# Records supplied:
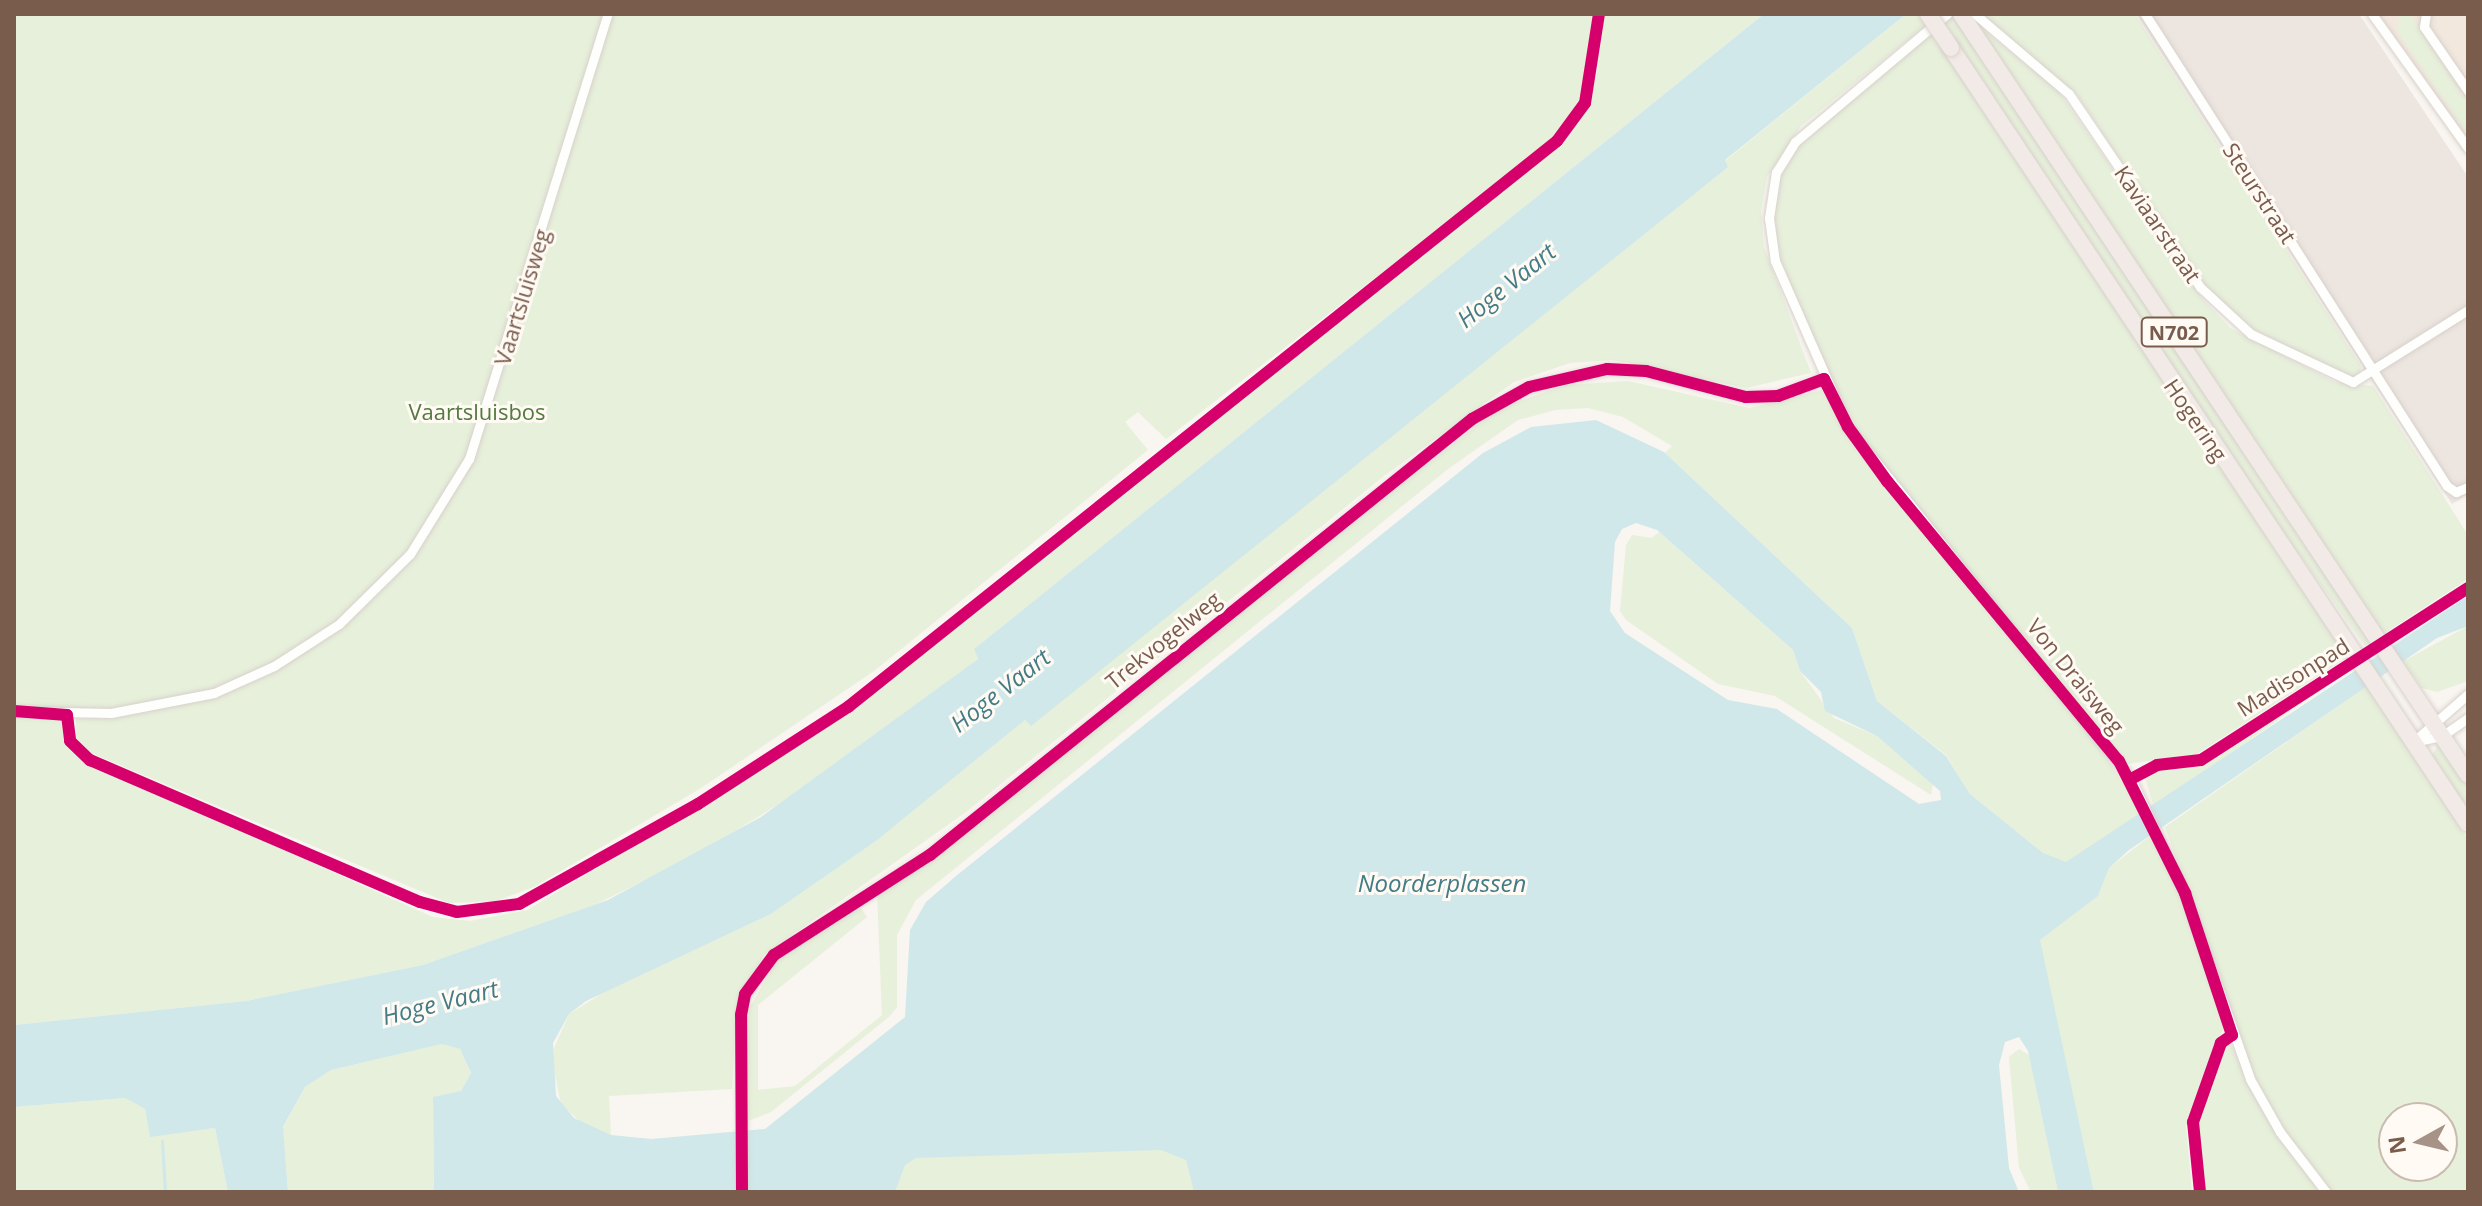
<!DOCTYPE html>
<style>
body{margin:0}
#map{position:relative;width:2482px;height:1206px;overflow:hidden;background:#f9f5f0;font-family:"Open Sans",sans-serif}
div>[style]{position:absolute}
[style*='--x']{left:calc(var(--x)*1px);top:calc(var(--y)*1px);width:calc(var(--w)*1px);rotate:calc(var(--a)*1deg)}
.residential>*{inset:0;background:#f2e8de}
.industrial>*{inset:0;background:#ede5e0}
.green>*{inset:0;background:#e7f0db}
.water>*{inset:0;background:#d0e8ea}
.stream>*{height:3px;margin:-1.5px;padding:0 1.5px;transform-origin:1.5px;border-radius:1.5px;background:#d0e8ea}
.roads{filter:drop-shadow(0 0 2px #d7d1cb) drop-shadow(0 0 2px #d7d1cb)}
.street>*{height:9px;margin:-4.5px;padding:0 4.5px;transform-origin:4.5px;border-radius:4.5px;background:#fefefd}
.highway>*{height:16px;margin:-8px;padding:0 8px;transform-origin:8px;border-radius:8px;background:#f2eae7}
.bridges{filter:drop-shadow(0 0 2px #dad1cc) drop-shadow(0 0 2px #dad1cc)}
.highway-bridge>*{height:16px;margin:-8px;padding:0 8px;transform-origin:8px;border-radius:8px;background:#f2eae7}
.cycleway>*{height:12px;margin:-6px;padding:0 6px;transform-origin:6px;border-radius:6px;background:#d6006c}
span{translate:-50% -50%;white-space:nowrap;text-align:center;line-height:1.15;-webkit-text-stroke:6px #fffaf3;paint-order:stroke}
.shield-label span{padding:2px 6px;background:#fffaf3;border:2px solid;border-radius:6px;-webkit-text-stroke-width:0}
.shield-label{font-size:20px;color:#7a5c4d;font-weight:700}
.street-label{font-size:22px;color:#7a5c4d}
.park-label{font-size:22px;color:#537a41}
.water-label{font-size:24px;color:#437c86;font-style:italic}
.frame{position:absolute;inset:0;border:16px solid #7a5c4d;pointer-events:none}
.north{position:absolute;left:2378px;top:1102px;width:80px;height:80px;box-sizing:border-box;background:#fffaf3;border:2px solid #cabbb1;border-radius:50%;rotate:262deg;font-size:22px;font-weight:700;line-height:32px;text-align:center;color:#7a5c4d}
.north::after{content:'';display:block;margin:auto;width:28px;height:36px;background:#a69286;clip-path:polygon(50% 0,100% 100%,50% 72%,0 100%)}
</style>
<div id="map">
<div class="residential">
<i style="clip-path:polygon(2378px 14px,2468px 14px,2468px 140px)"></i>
</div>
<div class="industrial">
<i style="clip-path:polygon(2136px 14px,2359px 14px,2468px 177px,2468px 494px,2452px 504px)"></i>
</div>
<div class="green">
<i style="clip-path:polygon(14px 14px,1764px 14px,974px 649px,978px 659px,802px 790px,692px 857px,584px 910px,423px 965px,246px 1001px,14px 1025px,14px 717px,62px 719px,67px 743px,83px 760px,433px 917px,470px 921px,527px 910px,788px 753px,968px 618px,1561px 141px,1588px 105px,1598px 67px,1590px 71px,1573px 118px,1540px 151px,1166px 439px,1138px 412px,1125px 422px,1148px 450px,874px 671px,701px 788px,534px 887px,496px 901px,449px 903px,91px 753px,75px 737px,76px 719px,136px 715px,14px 708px)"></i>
<i style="clip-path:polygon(1906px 14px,1940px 14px,1801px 126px,1767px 177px,1761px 211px,1764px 247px,1811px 373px,1746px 388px,1612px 360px,1570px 363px,1514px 382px,1384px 476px,966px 812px,764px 955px,736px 1010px,732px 1089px,609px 1096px,611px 1135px,587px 1128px,561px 1104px,551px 1055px,569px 1014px,606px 991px,771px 914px,876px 841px,1025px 720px,1031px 725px,1707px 184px,1728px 167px,1725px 161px)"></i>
<i style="clip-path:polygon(1954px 14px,2372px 641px,2365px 646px,2267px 510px,1942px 23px)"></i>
<i style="clip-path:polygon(1980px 14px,2135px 14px,2361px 366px,2360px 374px,2350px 378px,2245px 325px,2207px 290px,2078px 96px)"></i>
<i style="clip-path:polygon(2399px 14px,2410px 14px,2468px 104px,2468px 135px,2398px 33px)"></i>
<i style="clip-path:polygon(1978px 26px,2057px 89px,2202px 298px,2230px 328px,2335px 382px,2373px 386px,2468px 535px,2468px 579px,2384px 634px)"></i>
<i style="clip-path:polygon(1931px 31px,2348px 657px,2197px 754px,2127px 764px,1871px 455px,1808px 336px,1770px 236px,1777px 181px,1789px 155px)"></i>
<i style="clip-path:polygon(1628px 381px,1749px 408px,1822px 390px,1853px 446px,2083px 723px,2143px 813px,2066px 863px,2043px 853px,1970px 794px,1946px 755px,1877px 701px,1852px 628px,1665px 453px,1672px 446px,1623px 417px,1588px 408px,1555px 410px,1518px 420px,1448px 469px,916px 900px,897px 935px,897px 1007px,890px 1016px,771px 1112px,748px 1121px,746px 1014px,777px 960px,860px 906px,867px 917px,758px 1005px,758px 1090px,795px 1086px,882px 1015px,877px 894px,1498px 409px,1565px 385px)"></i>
<i style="clip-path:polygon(1659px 532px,1793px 650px,1800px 671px,1834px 718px,1877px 736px,1933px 784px,1931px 795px,1775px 696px,1718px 684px,1626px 620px,1620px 611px,1626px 545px,1632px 535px,1652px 538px)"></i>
<i style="clip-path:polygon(2468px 626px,2468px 681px,2437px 692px,2422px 688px,2402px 662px)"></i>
<i style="clip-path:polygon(2327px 686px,2248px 741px,2154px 807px,2144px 775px,2206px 760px)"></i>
<i style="clip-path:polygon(evenodd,2367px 686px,2468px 840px,2468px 1192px,2330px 1192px,2283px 1130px,2253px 1076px,2165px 827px,2367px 686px,2394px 1118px,2442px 1118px,2442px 1166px,2394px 1166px,2394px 1118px)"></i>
<i style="clip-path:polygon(2438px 745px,2468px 785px,2468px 809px,2432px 755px)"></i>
<i style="clip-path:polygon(2154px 833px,2178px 883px,2224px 1027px,2186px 1125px,2192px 1192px,2094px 1192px,2039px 940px,2098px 896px,2109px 868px)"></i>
<i style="clip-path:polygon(2230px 1043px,2277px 1135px,2320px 1192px,2203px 1192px,2198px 1125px,2211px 1075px,2223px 1045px)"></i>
<i style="clip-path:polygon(442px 1044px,460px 1049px,471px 1073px,461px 1091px,433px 1098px,434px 1192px,288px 1192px,283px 1128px,305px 1087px,331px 1070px)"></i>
<i style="clip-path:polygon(2019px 1049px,2029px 1055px,2058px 1192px,2031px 1192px,2019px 1168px,2009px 1057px)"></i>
<i style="clip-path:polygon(125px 1098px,145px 1109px,150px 1136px,215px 1128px,228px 1192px,14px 1192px,14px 1107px)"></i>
<i style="clip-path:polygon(1198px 1146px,1199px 1192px,892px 1192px,903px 1156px)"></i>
</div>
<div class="water">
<i style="clip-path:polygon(evenodd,1764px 14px,1906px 14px,1725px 160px,1728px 167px,1707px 184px,1031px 726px,1025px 720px,876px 841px,771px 914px,586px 1001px,569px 1014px,553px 1043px,556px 1096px,574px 1118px,611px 1135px,651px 1139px,765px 1129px,905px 1017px,910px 930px,926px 902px,956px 876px,1483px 453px,1531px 427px,1596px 420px,1664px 452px,1852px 628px,1877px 701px,1946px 756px,1970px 794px,2043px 853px,2066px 862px,2468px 596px,2468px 626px,2437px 638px,2129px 850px,2109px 868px,2098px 896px,2040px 940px,2094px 1192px,2058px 1192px,2028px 1051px,2019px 1037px,2005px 1042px,1999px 1065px,2009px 1168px,2019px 1192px,1194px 1192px,1186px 1160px,1161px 1150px,916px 1158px,905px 1165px,895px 1192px,434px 1192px,433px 1097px,461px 1091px,471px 1073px,460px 1049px,442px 1044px,331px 1070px,305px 1087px,283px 1127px,288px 1192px,228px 1192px,215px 1128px,150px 1137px,145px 1109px,125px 1098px,14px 1107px,14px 1025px,246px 1001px,423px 965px,608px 900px,761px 817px,978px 659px,974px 649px,1764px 14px,1636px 523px,1657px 530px,1793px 650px,1800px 671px,1821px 692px,1825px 711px,1877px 736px,1940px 791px,1941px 800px,1919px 804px,1777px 709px,1728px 700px,1625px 633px,1610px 611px,1615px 542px,1622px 529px,1636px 523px)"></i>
</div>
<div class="stream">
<i style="--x:162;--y:1141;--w:51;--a:86.6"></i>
</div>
<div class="roads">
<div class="street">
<i style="--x:1947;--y:14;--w:199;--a:139.9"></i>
<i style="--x:1795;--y:142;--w:36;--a:122"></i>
<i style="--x:1776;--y:172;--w:47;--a:98.7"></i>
<i style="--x:1769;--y:218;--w:43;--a:82.1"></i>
<i style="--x:1775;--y:261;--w:181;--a:66.3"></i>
<i style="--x:1848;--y:427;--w:452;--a:51.2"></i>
<i style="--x:2131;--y:779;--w:126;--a:64.7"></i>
<i style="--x:2185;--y:893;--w:197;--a:70.7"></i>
<i style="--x:2250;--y:1079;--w:61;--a:60.5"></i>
<i style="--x:2280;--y:1132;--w:76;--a:52.5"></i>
<i style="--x:1975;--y:14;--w:123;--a:40.4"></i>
<i style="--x:2069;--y:94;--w:233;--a:55.8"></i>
<i style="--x:2200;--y:287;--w:69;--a:42.7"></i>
<i style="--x:2251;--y:334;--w:113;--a:25.2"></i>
<i style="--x:2353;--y:382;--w:136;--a:-32.1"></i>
<i style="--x:2145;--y:14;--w:560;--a:57.39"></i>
<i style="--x:2447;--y:486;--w:11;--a:34"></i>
<i style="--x:2456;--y:492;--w:13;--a:-23"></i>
<i style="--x:2372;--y:14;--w:165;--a:54.4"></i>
<i style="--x:2426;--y:14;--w:13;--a:99"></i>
<i style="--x:2424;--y:27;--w:78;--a:55.5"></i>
<i style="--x:14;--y:711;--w:97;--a:1.2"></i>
<i style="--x:111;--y:713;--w:105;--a:-11"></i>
<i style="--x:214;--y:693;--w:66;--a:-24.2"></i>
<i style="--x:274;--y:666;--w:77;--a:-32.9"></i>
<i style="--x:339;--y:624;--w:100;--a:-44.6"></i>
<i style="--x:410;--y:554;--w:112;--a:-58.2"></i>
<i style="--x:469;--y:459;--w:466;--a:-72.7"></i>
<i style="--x:2413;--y:742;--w:73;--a:-41.1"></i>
<i style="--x:2413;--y:742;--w:30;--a:-12"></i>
<i style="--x:2442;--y:736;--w:32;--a:-35"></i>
<i style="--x:742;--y:1192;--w:177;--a:-90.3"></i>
<i style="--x:741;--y:1015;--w:21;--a:-79"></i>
<i style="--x:745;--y:994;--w:49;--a:-53.4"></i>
<i style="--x:774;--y:955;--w:185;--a:-32.7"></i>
<i style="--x:930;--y:855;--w:696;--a:-38.81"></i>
<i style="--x:1472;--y:419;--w:65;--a:-29.3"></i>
<i style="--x:1529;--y:387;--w:80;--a:-13"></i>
<i style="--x:1607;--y:369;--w:39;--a:3"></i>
<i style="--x:1646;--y:371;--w:103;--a:14.6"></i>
<i style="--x:1746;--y:397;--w:32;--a:-2"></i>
<i style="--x:1778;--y:396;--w:49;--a:-20.3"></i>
</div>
<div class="highway">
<i style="--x:1961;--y:14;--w:914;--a:56.33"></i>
<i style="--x:1951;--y:48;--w:932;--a:56.33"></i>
</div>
</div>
<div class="bridges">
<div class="highway-bridge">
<i style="--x:1928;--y:14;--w:41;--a:55.9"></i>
</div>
</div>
<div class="cycleway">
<i style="--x:14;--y:711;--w:53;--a:4.3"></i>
<i style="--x:67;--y:715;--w:26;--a:83"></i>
<i style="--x:70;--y:741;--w:28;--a:44"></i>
<i style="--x:90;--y:760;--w:359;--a:23.3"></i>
<i style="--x:420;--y:902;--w:38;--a:15"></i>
<i style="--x:457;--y:912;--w:63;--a:-7.4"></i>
<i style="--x:519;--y:904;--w:205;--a:-29.2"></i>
<i style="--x:698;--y:804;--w:179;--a:-32.9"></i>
<i style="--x:848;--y:707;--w:907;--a:-38.6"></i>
<i style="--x:1557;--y:141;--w:47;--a:-53.6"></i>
<i style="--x:1585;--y:103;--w:90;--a:-81.1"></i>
<i style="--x:2131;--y:779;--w:30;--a:-28"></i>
<i style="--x:2157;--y:765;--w:44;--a:-6.5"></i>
<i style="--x:2201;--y:760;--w:318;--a:-32.8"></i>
<i style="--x:742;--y:1192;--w:177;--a:-90.3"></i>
<i style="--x:741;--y:1015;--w:21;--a:-79"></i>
<i style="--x:745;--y:994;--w:49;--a:-53.4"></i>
<i style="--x:774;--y:955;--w:185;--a:-32.7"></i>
<i style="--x:930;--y:855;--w:696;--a:-38.81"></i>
<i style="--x:1472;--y:419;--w:65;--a:-29.3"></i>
<i style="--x:1529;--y:387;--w:80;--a:-13"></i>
<i style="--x:1607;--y:369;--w:39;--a:3"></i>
<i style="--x:1646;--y:371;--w:103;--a:14.6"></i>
<i style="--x:1746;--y:397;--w:32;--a:-2"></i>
<i style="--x:1778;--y:396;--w:49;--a:-20.3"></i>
<i style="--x:1824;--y:379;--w:54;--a:63.4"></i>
<i style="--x:1848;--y:427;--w:67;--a:54.2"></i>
<i style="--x:1887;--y:481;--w:364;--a:50.4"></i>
<i style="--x:2119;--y:761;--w:148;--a:63.4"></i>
<i style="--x:2185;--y:893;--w:150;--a:71.7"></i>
<i style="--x:2232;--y:1035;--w:14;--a:144"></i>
<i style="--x:2221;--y:1043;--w:84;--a:109.5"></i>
<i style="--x:2193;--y:1122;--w:70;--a:84.3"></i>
</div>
<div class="shield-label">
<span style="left:2174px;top:332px">N702</span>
</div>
<div class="street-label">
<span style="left:2260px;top:193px;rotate:57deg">Steurstraat</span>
<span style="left:2158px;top:224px;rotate:56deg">Kaviaarstraat</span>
<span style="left:522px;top:297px;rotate:-73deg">Vaartsluisweg</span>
<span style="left:2196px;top:420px;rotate:56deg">Hogering</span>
<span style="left:1163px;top:640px;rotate:-39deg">Trekvogelweg</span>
<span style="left:2076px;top:676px;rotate:51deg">Von Draisweg</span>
<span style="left:2293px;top:677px;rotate:-32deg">Madisonpad</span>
</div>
<div class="park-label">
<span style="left:477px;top:412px">Vaartsluisbos</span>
</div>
<div class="water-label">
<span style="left:1506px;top:285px;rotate:-39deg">Hoge Vaart</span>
<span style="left:1000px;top:690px;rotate:-38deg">Hoge Vaart</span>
<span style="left:1442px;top:883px">Noorderplassen</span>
<span style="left:440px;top:1002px;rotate:-14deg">Hoge Vaart</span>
</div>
<div class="frame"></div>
<div class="north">N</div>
</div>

# What you will do:
From the material above, state how many lines hold the word "stream", giving nothing but the number.

# Answer to this exercise:
2